What you have to do
Which lines in the data below contain the word "中国院子"? Return each of them.

(Data records)
· · · · · · ·
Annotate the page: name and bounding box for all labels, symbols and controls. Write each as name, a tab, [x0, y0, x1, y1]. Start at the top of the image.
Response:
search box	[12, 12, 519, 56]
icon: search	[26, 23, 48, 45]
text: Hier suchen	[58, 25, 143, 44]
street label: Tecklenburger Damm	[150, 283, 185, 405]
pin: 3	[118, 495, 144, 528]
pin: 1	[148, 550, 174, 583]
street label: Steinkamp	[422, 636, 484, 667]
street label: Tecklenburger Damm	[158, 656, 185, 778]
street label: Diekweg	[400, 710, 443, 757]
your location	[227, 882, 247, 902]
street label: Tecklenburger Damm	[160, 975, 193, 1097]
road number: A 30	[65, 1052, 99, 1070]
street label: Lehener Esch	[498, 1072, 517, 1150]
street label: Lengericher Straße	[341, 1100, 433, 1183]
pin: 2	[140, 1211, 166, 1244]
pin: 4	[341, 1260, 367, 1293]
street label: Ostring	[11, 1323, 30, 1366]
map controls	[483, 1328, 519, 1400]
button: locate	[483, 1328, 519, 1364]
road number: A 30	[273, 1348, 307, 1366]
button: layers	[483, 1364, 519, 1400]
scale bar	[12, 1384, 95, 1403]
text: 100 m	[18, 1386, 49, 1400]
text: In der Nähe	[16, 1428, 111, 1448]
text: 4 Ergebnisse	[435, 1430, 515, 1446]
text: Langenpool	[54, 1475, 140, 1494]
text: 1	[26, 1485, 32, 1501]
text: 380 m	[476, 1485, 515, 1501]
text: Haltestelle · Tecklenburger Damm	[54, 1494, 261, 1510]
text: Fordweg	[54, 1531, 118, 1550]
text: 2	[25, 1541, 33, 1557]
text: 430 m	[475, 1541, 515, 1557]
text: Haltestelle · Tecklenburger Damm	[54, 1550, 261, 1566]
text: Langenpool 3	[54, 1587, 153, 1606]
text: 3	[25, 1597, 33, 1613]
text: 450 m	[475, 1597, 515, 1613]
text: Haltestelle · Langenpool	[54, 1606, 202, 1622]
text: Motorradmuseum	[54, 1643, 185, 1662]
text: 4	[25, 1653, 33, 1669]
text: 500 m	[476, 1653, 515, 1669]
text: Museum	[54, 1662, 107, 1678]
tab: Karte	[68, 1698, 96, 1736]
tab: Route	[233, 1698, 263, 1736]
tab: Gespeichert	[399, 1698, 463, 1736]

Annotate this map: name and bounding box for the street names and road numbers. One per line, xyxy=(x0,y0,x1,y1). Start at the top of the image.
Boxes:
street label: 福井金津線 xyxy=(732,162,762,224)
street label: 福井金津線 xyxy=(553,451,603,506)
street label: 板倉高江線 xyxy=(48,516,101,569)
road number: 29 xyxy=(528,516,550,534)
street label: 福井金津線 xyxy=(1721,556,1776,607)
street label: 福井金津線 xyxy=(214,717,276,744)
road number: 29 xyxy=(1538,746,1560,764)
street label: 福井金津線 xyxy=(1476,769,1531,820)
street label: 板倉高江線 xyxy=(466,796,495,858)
· · · · · · ·
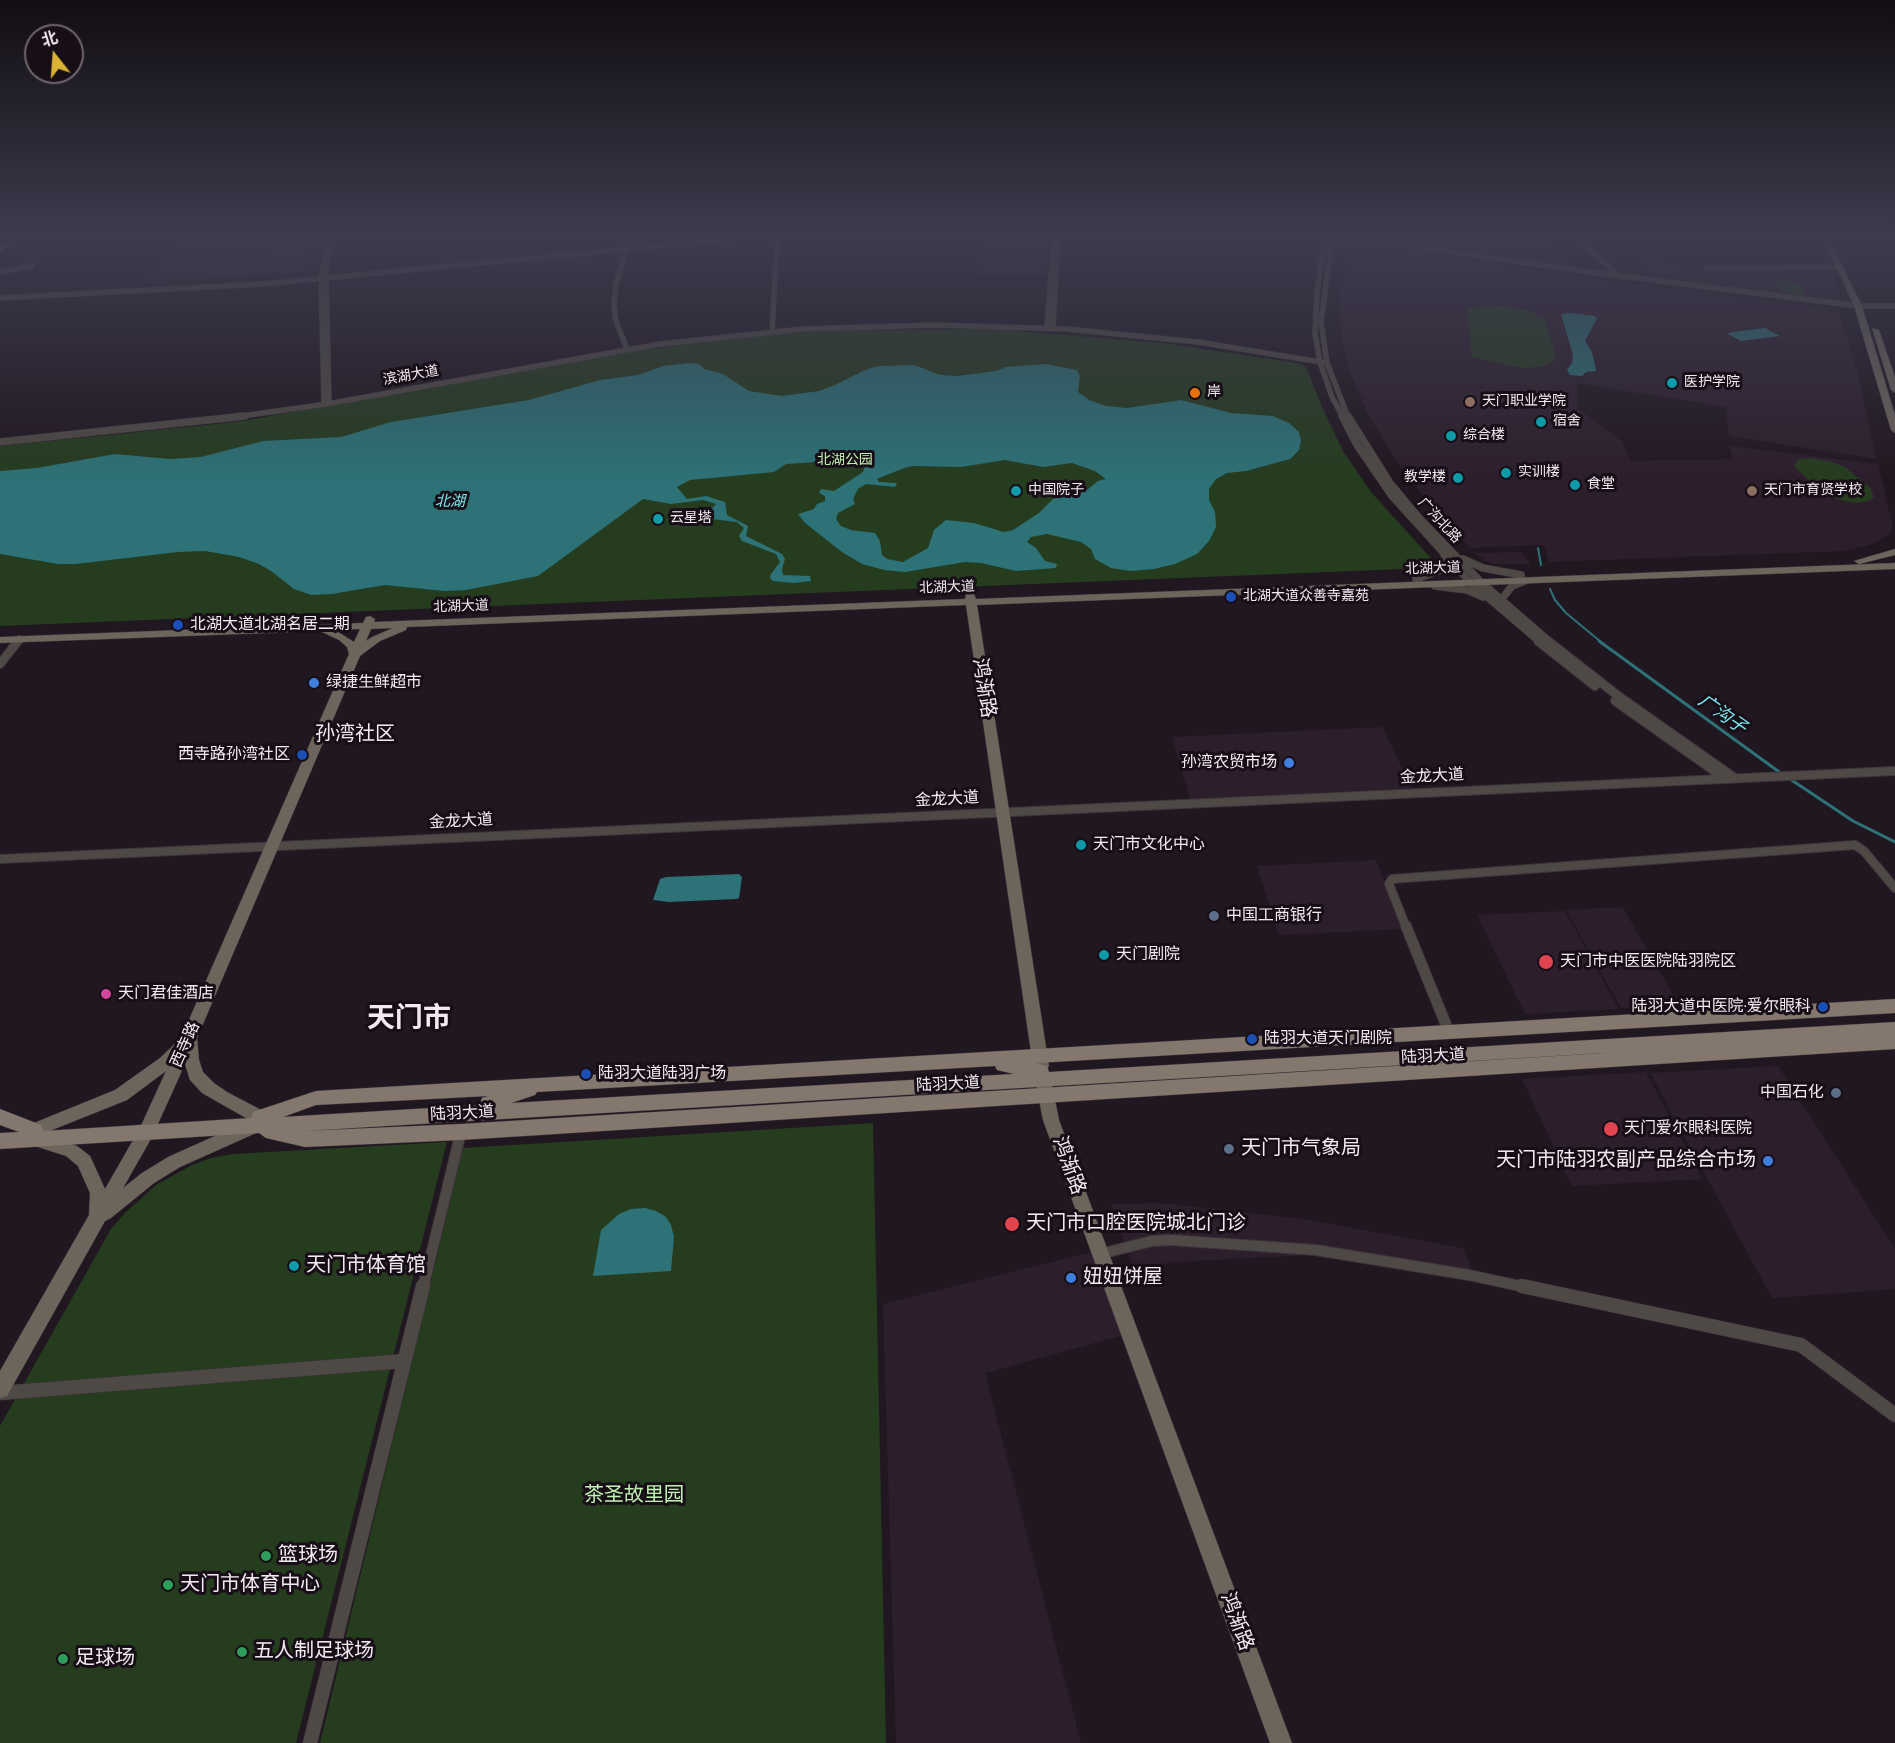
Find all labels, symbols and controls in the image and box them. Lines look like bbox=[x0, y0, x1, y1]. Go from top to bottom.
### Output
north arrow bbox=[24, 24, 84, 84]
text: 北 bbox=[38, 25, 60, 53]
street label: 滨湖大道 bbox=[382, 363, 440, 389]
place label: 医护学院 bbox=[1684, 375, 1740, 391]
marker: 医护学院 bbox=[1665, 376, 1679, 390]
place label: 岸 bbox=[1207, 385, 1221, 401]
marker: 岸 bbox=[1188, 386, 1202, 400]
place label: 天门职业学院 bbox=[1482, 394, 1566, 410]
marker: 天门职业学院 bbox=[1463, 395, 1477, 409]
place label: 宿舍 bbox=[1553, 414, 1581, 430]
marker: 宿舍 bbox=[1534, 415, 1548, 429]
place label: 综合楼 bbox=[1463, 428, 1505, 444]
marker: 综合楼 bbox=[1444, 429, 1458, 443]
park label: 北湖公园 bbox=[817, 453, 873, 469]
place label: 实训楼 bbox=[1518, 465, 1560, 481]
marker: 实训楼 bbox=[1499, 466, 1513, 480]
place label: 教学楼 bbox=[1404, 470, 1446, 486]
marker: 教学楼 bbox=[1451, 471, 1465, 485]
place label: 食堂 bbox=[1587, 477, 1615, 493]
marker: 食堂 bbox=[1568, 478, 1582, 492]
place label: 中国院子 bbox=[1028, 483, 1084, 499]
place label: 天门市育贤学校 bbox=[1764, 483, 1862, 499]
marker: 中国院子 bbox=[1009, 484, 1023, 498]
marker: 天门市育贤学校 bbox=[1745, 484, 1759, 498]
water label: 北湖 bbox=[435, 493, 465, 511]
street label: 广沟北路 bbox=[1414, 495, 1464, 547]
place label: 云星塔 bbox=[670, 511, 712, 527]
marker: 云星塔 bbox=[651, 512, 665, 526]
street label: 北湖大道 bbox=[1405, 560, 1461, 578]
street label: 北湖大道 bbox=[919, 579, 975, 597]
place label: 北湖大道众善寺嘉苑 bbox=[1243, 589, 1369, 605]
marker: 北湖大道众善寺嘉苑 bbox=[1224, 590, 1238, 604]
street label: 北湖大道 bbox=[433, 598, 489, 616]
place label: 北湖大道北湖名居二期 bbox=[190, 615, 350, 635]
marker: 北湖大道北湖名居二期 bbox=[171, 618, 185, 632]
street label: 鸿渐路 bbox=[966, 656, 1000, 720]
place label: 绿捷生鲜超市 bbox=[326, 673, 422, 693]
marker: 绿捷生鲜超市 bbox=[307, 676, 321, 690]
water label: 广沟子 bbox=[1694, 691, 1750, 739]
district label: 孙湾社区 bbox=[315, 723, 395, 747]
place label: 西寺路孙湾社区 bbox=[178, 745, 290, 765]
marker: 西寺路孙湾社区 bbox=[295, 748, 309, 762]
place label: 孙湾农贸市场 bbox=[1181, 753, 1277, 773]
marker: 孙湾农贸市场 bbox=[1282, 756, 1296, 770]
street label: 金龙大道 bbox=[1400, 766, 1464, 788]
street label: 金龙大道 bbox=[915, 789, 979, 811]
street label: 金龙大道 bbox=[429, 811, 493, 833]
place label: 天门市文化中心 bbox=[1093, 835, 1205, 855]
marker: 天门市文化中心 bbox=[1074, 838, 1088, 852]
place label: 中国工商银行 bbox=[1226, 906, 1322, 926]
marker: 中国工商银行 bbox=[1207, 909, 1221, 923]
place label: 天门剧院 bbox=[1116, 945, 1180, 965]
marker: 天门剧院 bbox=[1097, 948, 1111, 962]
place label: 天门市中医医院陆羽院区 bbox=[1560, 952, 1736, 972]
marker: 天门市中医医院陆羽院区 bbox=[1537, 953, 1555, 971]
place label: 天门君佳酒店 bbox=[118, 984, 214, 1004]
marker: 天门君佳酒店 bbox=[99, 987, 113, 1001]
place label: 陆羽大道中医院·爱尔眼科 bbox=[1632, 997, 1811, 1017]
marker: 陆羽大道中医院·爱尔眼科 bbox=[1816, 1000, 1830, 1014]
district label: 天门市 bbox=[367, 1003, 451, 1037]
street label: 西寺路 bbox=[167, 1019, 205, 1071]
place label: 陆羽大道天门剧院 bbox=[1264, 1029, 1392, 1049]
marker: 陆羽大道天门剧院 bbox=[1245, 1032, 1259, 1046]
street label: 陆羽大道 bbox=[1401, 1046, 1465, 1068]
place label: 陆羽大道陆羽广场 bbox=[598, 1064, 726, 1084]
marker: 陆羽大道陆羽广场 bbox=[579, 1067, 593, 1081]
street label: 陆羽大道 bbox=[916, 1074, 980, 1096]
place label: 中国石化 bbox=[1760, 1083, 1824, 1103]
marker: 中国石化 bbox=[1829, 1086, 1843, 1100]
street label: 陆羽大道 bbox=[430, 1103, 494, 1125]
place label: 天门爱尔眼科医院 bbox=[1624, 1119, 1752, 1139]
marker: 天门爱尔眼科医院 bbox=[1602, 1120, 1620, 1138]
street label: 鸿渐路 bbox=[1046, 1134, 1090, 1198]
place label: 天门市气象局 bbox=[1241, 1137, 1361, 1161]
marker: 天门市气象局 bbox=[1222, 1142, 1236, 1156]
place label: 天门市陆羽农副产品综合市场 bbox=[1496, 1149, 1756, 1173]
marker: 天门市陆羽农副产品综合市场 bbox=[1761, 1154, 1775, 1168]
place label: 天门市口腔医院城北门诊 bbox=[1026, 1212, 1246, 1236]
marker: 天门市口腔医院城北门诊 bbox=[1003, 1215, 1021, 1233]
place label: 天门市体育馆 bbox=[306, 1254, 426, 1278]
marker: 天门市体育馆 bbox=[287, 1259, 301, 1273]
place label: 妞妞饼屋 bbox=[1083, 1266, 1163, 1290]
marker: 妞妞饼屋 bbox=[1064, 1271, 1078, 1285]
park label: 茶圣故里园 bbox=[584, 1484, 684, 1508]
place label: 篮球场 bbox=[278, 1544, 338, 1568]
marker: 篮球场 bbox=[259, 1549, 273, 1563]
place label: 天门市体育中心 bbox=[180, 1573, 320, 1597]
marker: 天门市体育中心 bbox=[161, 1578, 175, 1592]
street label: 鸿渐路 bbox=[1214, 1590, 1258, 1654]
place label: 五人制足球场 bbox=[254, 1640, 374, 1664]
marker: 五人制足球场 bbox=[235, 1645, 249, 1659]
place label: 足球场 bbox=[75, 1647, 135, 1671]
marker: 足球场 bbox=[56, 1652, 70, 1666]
· · · · · · ·
Response to the exercise
place label: 中国院子 bbox=[1028, 483, 1084, 499]
marker: 中国院子 bbox=[1009, 484, 1023, 498]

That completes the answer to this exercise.